By Stacy M. Brown, (NNPA Newswire Contributor)
Through the vitriolic, and sometimes venomous, atmosphere of the presidential campaign, a highly-regarded member of then-Republican presidential candidate Donald Trump’s inner circle focused on one issue that was largely ignored: the future of Historically Black Colleges and Universities (HBCUs).
“[Omarosa] Manigault was strategically placing HBCUs high on the agenda of candidate Trump and she kept HBCUs on his agenda,” said Dr. Lezli Baskerville, the president and CEO of the National Association for Equal Opportunity in Higher Education (NAFEO), a membership association for the presidents and chancellors of the nation’s HBCUs.
The White House meetings on February 27 and February 28 with HBCU presidents and chancellors, and the signing of the executive order on HBCUs, grew out of the Manigault’s understanding of the importance of HBCUs and the realization of so many of the nation’s domestic, foreign, security, scientific, technological, research, and innovation goals, Baskerville said.
“It happened because President Trump knows and trusts the leadership and judgment of Omarosa,” Baskerville added.
Baskerville, who also attended the meetings, described them as successful.
“The success must be measured against the reasonable expectations going into the meeting,” said Baskerville. “Relative to the ‘HBCU Fly-In’ on Feb. 28 hosted by Congressman Mark Walker of North Carolina and Senator Tim Scott from South Carolina and others, HBCU presidents were also engaged with leaders of the 115th Congress about inclusion and diversity and about the centrality of HBCUs to American progress, the legislative and appropriations priorities of HBCUs and ways in which the NAFEO-member institutions might move forward and strengthen our relationships with Republican members of Congress.”
Baskerville continued: “NAFEO has consistently advanced the position that federal, state, and private teacher preparation programs should be designed to expand the pool of excellent, diverse teaching professionals, especially African American, and Hispanic teaching professionals, and Black male teachers.”
While Baskerville left the meetings with Trump encouraged, others were more guarded in their optimism.
“As I understand it, it means that the White House initiative on HBCUs returns to the White House rather than remaining with the Department of Education,” said Loretta Parham, the CEO and director of the Atlanta University Center Robert W. Woodruff Library. “This suggests that the president’s ear will be closer and it suggests that HBCUs will be included in conversations about the economy and education.”
Walter Kimbrough, president of Dillard University in New Orleans, La., reflected on the meetings and said that not enough time was afforded to discuss pressing issues.
“We didn’t expect to have an audience with the president, and that really, you know—it really was a photo opportunity,” Kimbrough told National Public Radio (NPR). “We didn’t have any significant conversation.
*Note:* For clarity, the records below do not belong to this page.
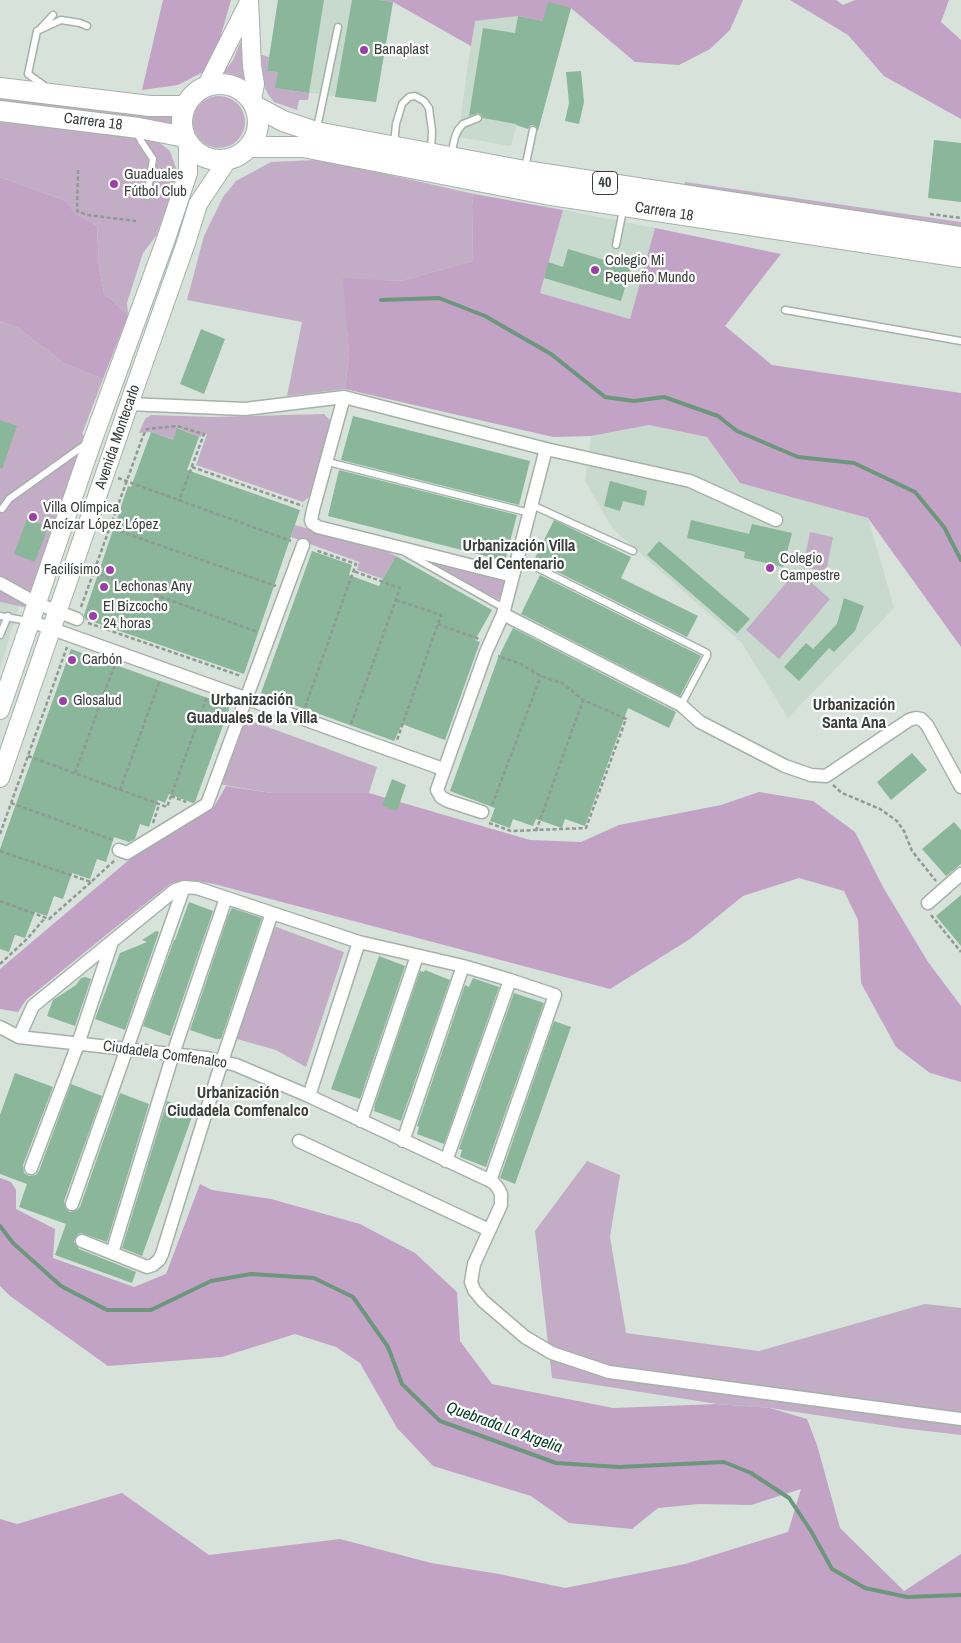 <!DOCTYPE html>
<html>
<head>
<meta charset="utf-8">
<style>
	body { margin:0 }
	canvas { display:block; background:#d6e2da }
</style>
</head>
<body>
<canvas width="961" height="1643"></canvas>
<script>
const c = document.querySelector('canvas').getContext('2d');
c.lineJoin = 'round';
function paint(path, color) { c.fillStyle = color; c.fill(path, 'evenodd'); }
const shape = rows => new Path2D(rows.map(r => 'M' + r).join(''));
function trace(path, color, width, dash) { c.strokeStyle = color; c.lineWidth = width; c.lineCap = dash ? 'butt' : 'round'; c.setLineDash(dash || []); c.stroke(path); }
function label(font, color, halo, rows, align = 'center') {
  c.font = font + ' "Archivo Narrow",sans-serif'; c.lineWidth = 4.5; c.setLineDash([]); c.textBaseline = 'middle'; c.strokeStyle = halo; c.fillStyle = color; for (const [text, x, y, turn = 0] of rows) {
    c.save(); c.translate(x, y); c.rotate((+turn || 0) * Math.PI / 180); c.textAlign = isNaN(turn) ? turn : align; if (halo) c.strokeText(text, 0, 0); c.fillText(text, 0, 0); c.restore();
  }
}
paint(shape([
	[278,0,378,0,393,2,376,102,275,88,267,71],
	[518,16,543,21,511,146,458,137,474,21],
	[563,210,655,228,630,319,540,293],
	[649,425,707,437,740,483,868,518,894,608,788,718,742,643,613,529,585,481,591,436],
	[0,602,19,606,0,669]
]), '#c7dacd');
paint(shape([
	[241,41,244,79,231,74,223,73,233,60],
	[259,54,269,57,267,71,278,72,276,88,309,93,308,100,299,100,297,110,274,102,268,94,263,84],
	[0,94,174,113,171,126,160,122,0,101],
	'193 122a26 26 0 1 1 52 0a26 26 0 1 1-52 0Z',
	[0,117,155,139,170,151,177,171,170,197,156,236,143,253,127,303,128,315,104,293,99,267,97,226,75,213,66,201,0,177],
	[317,160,368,170,474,194,472,204,473,261,401,281,344,279,349,354,345,389,287,396,302,322,187,300,204,236,223,197,236,181,271,162],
	[685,182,961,222,961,230,684,186],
	[0,321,18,328,65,364,103,379,82,434,92,442,34,609,0,602],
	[324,414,331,421,309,497,303,502,196,465,207,434,199,437,178,428,173,440,151,432,139,433,145,419,151,415,212,417],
	[295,525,382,549,396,556,383,579,357,570,359,562,291,537],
	[810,532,833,537,826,572,803,567],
	[430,561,505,581,500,600,430,564],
	[797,570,830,599,779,659,746,630],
	[243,718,377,767,369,793,272,793,218,784],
	[271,925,344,952,306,1067,276,1050,237,1039],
	[587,1161,620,1175,610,1237,626,1333,759,1351,925,1304,961,1308,961,1435,901,1428,770,1408,717,1404,552,1378,535,1231]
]), '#c3adc6');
paint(shape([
	[163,0,231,0,217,49,203,72,178,85,142,90],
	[378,0,743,0,730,30,710,49,679,65,635,62,571,8,543,21,518,16,475,21,471,46,393,2],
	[790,0,836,0,843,5,855,0,949,0,941,22,961,40,961,119,884,76,848,35],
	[0,177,66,201,75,213,97,226,99,267,104,293,128,315,103,379,65,364,18,328,0,321],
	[474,194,563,210,540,293,630,319,655,228,781,254,725,326,772,365,961,393,961,647,868,518,740,483,707,437,649,425,591,436,553,437,345,389,349,354,343,278,401,281,473,261,472,204],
	[226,786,272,793,369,793,530,840,581,842,619,825,721,805,759,792,813,801,855,832,883,887,928,962,961,1006,961,1082,930,1073,896,1047,861,983,858,920,844,891,799,878,743,896,690,939,610,989,214,884,197,881,183,880,170,884,106,935,26,1000,18,1012,0,1009,0,969,130,859,214,807],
	[0,1178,11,1182,16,1190,16,1209,55,1229,53,1258,134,1287,166,1274,200,1184,212,1190,271,1199,360,1224,415,1253,457,1292,460,1341,492,1384,613,1408,717,1404,770,1408,807,1419,817,1445,840,1528,904,1591,961,1554,961,1643,0,1643,0,1519,17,1524,122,1493,209,1555,340,1539,431,1563,499,1574,565,1588,685,1564,788,1532,801,1489,751,1505,699,1504,658,1508,632,1529,569,1523,531,1496,433,1466,397,1428,360,1363,336,1347,295,1334,222,1357,108,1366,10,1296,0,1286]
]), '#c2a3c6');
trace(shape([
	[381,300,439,298,485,316,551,354,605,397,634,401,664,397,718,416,737,431,798,457,854,463,915,492,944,527,961,560],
	[0,1226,13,1243,61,1286,107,1310,151,1310,211,1281,251,1274,314,1278,353,1297,388,1347,402,1384,440,1421,556,1463,619,1467,724,1462,751,1473,789,1498,811,1531,832,1569,865,1588,907,1597,961,1595]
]), '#6d977c', 4);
paint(shape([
	[278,0,324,0,309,93,275,88,278,72,267,71],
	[352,0,378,0,393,2,376,102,335,97],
	[548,2,571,8,538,131,534,125,531,125,528,129,516,125,516,124,483,118,481,114,478,113,469,116,483,28,515,33,518,16,543,21],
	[581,71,584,102,579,124,565,121,569,103,566,72],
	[934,140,961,143,961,202,928,198],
	[568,249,631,268,621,301,544,278,548,262,563,267],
	[201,329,225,339,204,394,180,384],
	[353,416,530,461,519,505,341,460],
	[0,420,17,426,2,469,0,468],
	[177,428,199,437,187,470,300,510,244,674,85,619,84,615,128,486,131,487,151,432,173,440],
	[339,470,517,515,505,561,328,516],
	[610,481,647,491,644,506,623,501,620,511,604,506],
	[27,519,48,527,35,562,14,554],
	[554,520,631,557,621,578,698,616,687,637,534,560],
	[691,520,749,534,752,524,792,533,783,567,744,558,745,552,687,538],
	[659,541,750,619,737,633,647,555],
	[312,551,352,565,349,575,379,586,396,556,492,610,475,640,480,642,445,740,402,724,394,741,261,693],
	[540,575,701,656,680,696,521,614],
	[844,598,864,606,855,631,834,652,829,648,799,681,784,667,806,643,813,649,837,624],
	[513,628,676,712,669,728,628,708,585,826,565,819,562,828,536,819,533,826,513,819,510,828,490,821,495,808,450,791,498,658],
	[71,649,230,706,195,802,193,803,169,794,165,803,158,800,149,827,140,824,135,839,129,842,114,837,106,862,97,859,90,879,72,873,63,899,54,896,47,916,35,912,25,938,15,935,9,952,0,949,0,849],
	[912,753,927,770,891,800,877,782],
	[392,779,406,785,397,811,382,806],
	[954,822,961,830,961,864,946,876,922,849],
	[961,895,961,946,936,916],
	[189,902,213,911,170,1036,143,1026,174,940,175,940],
	[232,908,262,918,221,1039,216,1039,190,1030,228,916],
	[156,931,159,932,125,1030,95,1019,120,953,147,942,142,940],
	[379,956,405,966,360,1099,331,1089],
	[425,970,450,980,401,1121,374,1111,375,1104,420,971,424,972],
	[85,977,91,979,75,1026,47,1016,53,1000,76,985,81,978],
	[473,978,499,987,444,1144,417,1134,419,1127,417,1126,465,985,469,987],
	[514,993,544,1003,486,1167,460,1157,462,1150,459,1149],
	[554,1021,571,1027,515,1184,500,1178],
	[15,1073,53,1087,23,1165,24,1173,29,1176,36,1175,39,1171,71,1084,102,1096,64,1201,66,1209,70,1212,77,1210,80,1207,120,1093,149,1104,107,1242,81,1233,77,1235,74,1242,79,1249,136,1272,132,1283,55,1255,66,1224,19,1207,27,1184,0,1174,0,1115],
	[167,1101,194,1111,142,1256,122,1248]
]), '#8ab69a');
const lane = shape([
	[40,29,53,15],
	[46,87,28,74,37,31,61,20,80,23,87,26],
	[317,128,338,27],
	[139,132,138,135,141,141,153,159,147,196],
	[394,144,396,124,402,104,409,97,415,96,424,101,429,108,432,131,431,152],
	[451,155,455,137,458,130,463,124,478,118],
	[525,168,533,130],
	[616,245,623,210],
	[785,310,961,341],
	[328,462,530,513],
	[532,505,633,551],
	[2,509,9,499,86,444],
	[406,553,504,608],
	[518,558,707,653,707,656,681,705],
	[0,616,28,621],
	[0,635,8,616]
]);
const street = shape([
	[344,397,313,510,311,520,312,523,318,527,513,576],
	[129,404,245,409,344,397,546,449,690,481,776,520],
	[0,583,36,603,77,619],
	[503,614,681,705,700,722,785,766,811,775,826,776,909,720,916,718,921,719,927,725,961,787],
	[30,621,443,769],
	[482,812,448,801,441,797,437,790,486,652,503,614,546,449],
	[119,850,127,853,207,804,303,545],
	[928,903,961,874],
	[0,1027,19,1037,207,1058,236,1065,309,1096,493,1182,498,1188,501,1194,501,1205,474,1264,471,1282,474,1290,483,1301,525,1337,552,1353,609,1372,961,1419],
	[19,1037,33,1006,175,890,184,887,197,888,359,942,463,966,510,980,555,995,490,1181],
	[309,1096,359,942],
	[361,1121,417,956],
	[299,1141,489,1230],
	[403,1141,463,966],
	[446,1161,510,980],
	[31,1168,78,1044,112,942],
	[72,1204,184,887],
	[82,1241,147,1267,153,1265,159,1260,162,1254,222,1061,272,913],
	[112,1253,173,1054,226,898]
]);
const secondary = shape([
	[249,0,252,66,255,84,252,100],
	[207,85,248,4],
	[0,710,92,442,166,239,188,173,188,142],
	[0,778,129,404,186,243,198,204,228,159]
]);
const primary = shape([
	'182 122a38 38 0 1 1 76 0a38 38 0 1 1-76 0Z',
	[0,88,150,106,184,106],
	[255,106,283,121,316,132,525,171,961,237],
	[0,111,139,128,185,137],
	[250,147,303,147,545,194,961,257]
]);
trace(lane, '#a5b1a9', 9);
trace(street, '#a5b1a9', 15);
trace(secondary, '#a5b1a9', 20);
trace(primary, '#a5b1a9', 22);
trace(shape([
	[78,170,77,211,87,215,136,221],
	[930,214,961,218],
	[192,467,303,506],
	[118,478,291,541],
	[102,525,276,586],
	[87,570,258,632],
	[396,600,441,615,397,740],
	[81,607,143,436,147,429,177,426,204,434,179,501],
	[88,623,241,676],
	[438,624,479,639],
	[305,707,356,564,315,550],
	[351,724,400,588,353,571],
	[28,756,167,807,207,697],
	[75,773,115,664],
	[833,785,842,793,880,809,897,821,904,831,912,851,936,881],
	[120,790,160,680],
	[171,796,186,802],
	[11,803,113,840],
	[492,805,541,676],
	[153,823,159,805],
	[489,823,511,831,586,828,626,719,583,700,562,683,541,676,519,663,498,656],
	[536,831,583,700],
	[0,834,67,647],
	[0,851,91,882,115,860],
	[0,901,49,919,91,882],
	[931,915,961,952],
	[0,964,27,939,45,918]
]), '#909993', 2.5, [4, 2.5]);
trace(lane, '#fff', 6);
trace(street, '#fff', 12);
trace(secondary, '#fff', 18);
trace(primary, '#fff', 20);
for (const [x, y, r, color] of [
	[364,50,5,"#9c3fa9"],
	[114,184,5,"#9c3fa9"],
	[595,270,5,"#9c3fa9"],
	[33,517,5,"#9c3fa9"],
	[770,568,5,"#9c3fa9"],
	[110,570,5,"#9c3fa9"],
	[104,587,5,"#9c3fa9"],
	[93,616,5,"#9c3fa9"],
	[72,660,5,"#9c3fa9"],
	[63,701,5,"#9c3fa9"]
]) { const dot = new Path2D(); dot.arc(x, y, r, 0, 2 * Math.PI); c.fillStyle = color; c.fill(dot); trace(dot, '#fff', 2); }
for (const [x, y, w] of [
	[605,183,25]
]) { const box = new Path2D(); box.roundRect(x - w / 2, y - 11.5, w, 23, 4); c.fillStyle = '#fff'; c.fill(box); trace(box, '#393e3b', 1); }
label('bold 14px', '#393e3b', null, [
	["40",605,183]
]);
label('15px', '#393e3b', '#fff', [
	["Banaplast",374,50],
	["Guaduales",124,175],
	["Fútbol Club",124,192],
	["Colegio Mi",605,261],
	["Pequeño Mundo",605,278],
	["Villa Olímpica",43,508],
	["Ancízar López López",43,525],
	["Colegio",780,559],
	["Campestre",780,576],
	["Facilísimo",100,570,"right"],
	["Lechonas Any",114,587],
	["El Bizcocho",103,607],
	["24 horas",103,624],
	["Carbón",82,660],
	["Glosalud",73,701]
], 'left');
label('15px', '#393e3b', '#fff', [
	["Carrera 18",93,122,7],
	["Carrera 18",664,212,9],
	["Avenida Montecarlo",118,437,-71],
	["Ciudadela Comfenalco",165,1055,8]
]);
label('bold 16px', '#393e3b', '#fff', [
	["Urbanización Villa",519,547],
	["del Centenario",519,565],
	["Urbanización",252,701],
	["Guaduales de la Villa",252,719],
	["Urbanización",854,706],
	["Santa Ana",854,724],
	["Urbanización",238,1094],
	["Ciudadela Comfenalco",238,1112]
]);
label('italic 16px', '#013a20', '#fff', [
	["Quebrada La Argelia",504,1428,20]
]);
</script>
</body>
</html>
I mean he’s working on his [address to Congress] for the night. So, that was okay, but I didn’t go there for that. That wasn’t my intent. It’s just something that happened.”
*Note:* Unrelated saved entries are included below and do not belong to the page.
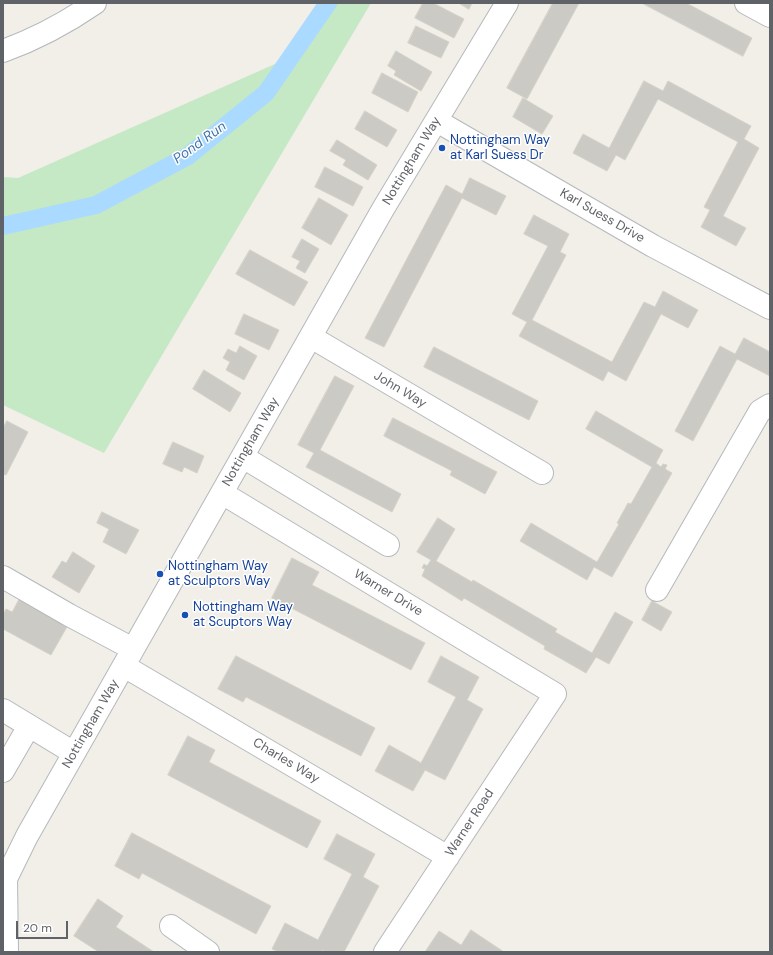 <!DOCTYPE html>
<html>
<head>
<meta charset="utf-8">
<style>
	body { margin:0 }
	#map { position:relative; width:773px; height:955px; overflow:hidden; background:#f1efe8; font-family:"DM Sans",sans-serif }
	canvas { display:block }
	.frame { position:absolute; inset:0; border:4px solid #5f6368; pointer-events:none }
	.scale { position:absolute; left:16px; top:921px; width:52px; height:18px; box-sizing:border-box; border:2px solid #5f6368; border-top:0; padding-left:5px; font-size:12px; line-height:14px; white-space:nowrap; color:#5f6368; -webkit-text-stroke:3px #fff; paint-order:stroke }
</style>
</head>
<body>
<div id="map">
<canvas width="773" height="955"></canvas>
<div class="frame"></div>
<div class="scale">20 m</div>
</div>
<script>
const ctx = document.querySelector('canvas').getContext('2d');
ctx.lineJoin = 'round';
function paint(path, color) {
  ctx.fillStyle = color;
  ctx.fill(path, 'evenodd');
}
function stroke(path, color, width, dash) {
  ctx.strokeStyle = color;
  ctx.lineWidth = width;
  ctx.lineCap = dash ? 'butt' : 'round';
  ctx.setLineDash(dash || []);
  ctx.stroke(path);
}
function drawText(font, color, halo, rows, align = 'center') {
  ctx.font = font + ' "DM Sans",sans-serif';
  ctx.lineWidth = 3;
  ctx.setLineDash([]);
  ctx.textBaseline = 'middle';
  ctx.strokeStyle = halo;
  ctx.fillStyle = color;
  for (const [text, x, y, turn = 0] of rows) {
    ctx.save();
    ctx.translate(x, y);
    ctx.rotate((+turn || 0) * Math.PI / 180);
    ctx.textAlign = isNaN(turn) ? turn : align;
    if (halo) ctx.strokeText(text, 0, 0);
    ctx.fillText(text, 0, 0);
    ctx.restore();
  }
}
paint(new Path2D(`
	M326 3H371L104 453 3 405V177L18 178 284 60Z`), '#c5e8c5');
stroke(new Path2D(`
	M3 226 96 205 188 156 266 93 328 3`), '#aadaff', 18);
const building = new Path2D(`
	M423 3H433L464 19 454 38 415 18Z
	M459 3H472L469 9Z
	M553 3H579L527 99 507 88Z
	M642 3H686L752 38 743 56Z
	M416 26 449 42 441 58 408 43Z
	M396 51 432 72 421 91 394 75 396 71 388 66Z
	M382 73 418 92 408 112 372 93Z
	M644 81 663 91 668 81 751 126 744 139 759 148 723 216 746 228 736 246 701 227 710 210 704 207 738 142 658 99 625 160 616 155 607 171 573 153 583 134 609 148Z
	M523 98 553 116 542 134 513 117Z
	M365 111 397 130 387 147 355 129Z
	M337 140 377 165 368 180 343 165 346 160 330 151Z
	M325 167 363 187 353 206 315 187Z
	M470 178 506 196 496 215 462 198 384 347 365 338 446 185 462 194Z
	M319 198 348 215 331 245 302 228Z
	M534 215 569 234 560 252 566 255 532 320 612 362 644 302 655 307 663 291 698 310 688 328 661 314 626 381 608 371 603 381 519 336 527 322 512 314 548 246 524 234Z
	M302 239 319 249 305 273 296 268 300 261 292 257Z
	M250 250 308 282 294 306 236 274Z
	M244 314 279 330 269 350 235 334Z
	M744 338 770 352V376L737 359 693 441 675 431 720 346 735 354Z
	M240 346 257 356 244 380 226 370 230 362 223 358 228 349 236 353Z
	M434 347 538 401 529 420 424 367Z
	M204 370 241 393 230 412 193 389Z
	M335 376 354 386 320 450 401 494 392 512 306 467 314 453 298 445Z
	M596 411 663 450 656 463 661 467 663 464 667 465 665 469 672 473 612 577 594 567 587 580 520 541 531 523 597 562 619 524 617 523 628 503 631 504 652 467 586 429Z
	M393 418 497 472 485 494 450 475 452 471 384 436Z
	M7 421 28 432 6 475 3 474V428Z
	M173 442 204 456 197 473 184 467 182 472 163 464Z
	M102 512 139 530 126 554 103 542 109 529 97 523Z
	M438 518 455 529 436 561 472 582 473 580 557 629 555 632 592 653 615 612 633 622 609 664 596 657 586 673 544 649 545 646 464 598 462 601 422 576 425 569 422 568 424 564 427 566 431 560 417 552Z
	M73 552 95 566 79 593 52 577 62 561 66 563Z
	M292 558 319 572 312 585 425 643 411 670 272 598Z
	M20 598 68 625 51 655 3 629V615L6 609 12 612Z
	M652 601 672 612 661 631 642 620Z
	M236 656 375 728 361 756 246 697 243 702 218 689Z
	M441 656 479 677 467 700 483 709 445 780 425 770 413 791 375 771 389 745 421 763 456 697 428 682Z
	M188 736 215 750 209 762 321 821 307 848 168 775Z
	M132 833 271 906 256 934 142 873 139 879 115 866Z
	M337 834 375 854 363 877 379 886 344 952H326L322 950 321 952H279L272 949 285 923 318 940 352 874 324 859Z
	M98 899 123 916 116 927 154 952H99L74 936Z
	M471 930 504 952H425L439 931 461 945Z`);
paint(building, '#cccac5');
stroke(building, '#d6d1c6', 1);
const minor = new Path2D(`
	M746 3 770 16
	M3 51C36 39 66 23 95 3
	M437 121 653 246 770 308
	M311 337 542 473
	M243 457 388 545
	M222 493 555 694 385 952
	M3 577 69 615 133 649
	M657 590 760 411 770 405
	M124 666 448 857
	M3 710 74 753
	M3 771 29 726
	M6 879 7 952
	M3 885 27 836 383 209 507 3
	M171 926 208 952`);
stroke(minor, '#b5b8bc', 24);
stroke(minor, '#fff', 22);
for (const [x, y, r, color] of [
	[442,148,4,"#1a4fb4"],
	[160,574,4,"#1a4fb4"],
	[185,615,4,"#1a4fb4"]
]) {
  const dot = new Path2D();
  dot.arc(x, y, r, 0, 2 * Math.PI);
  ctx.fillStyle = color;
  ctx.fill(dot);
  stroke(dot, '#fff', 1.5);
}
drawText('13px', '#164399', '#fff', [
	["Nottingham Way",450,141],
	["at Karl Suess Dr",450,156],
	["Nottingham Way",168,567],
	["at Sculptors Way",168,582],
	["Nottingham Way",193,608],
	["at Scuptors Way",193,623]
], 'left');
drawText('13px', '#5f6368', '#fff', [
	["Nottingham Way",412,161,-59],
	["Karl Suess Drive",602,216,30],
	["John Way",400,390,31],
	["Nottingham Way",251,442,-60],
	["Warner Drive",388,593,31],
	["Nottingham Way",91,724,-60],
	["Charles Way",286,761,31],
	["Warner Road",470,823,-57]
]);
drawText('italic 14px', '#4174aa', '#fff', [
	["Pond Run",200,143,-36]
]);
</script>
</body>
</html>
Kimbrough continued: “I really was interested more in a conversation with [Secretary Betsy DeVos], because she’s new. She doesn’t really know higher education. She doesn’t know HBCUs. And, so this is an opportunity to educate her.”
An opportunity that Kim-brough said was missed.
However, Baskerville argued that it’s important to note that many, like Representative Mia Love, a first-term congress-woman from Utah, participated in the HBCU Fly-In and made a number of thoughtful contributions to the discussion.
“One of the things she said that is telling of who she is at the core is that she is a member of the Republican Study Committee and the Congressional Black Caucus,” said Baskerville. “[Love] quipped that, ‘there are some things that trump political parties.’ This is important, because this is the manner in which the African American community has always operated.”
Baskerville continued: “We have understood through the years that we need friends in all camps and that we have, ‘no permanent friends, no permanent enemies, just permanent interests.’ We have built and maintained bridges to all houses of power and with all political parties.
“We have had a core group of African Americans, who have served in leading positions and championed the issues and interests of Black Americans and Blacks around the globe, when Republicans were in the majority [in Congress] and in the White House, and the same is true with Democrats.”
Baskerville credited Manigault for orchestrating the meetings with the HBCU presidents that not only included President Trump, but also Vice President Mike Pence and other top executives in the White House.
“That has not happened previously, to my knowledge,” added Baskerville. “I got the sense that the president and his administration have a better understanding of the issues and interests of HBCUs, of the richness of their diversity, of their offerings, centers of excellence, their output…and, importantly, who their 21st century leaders are.”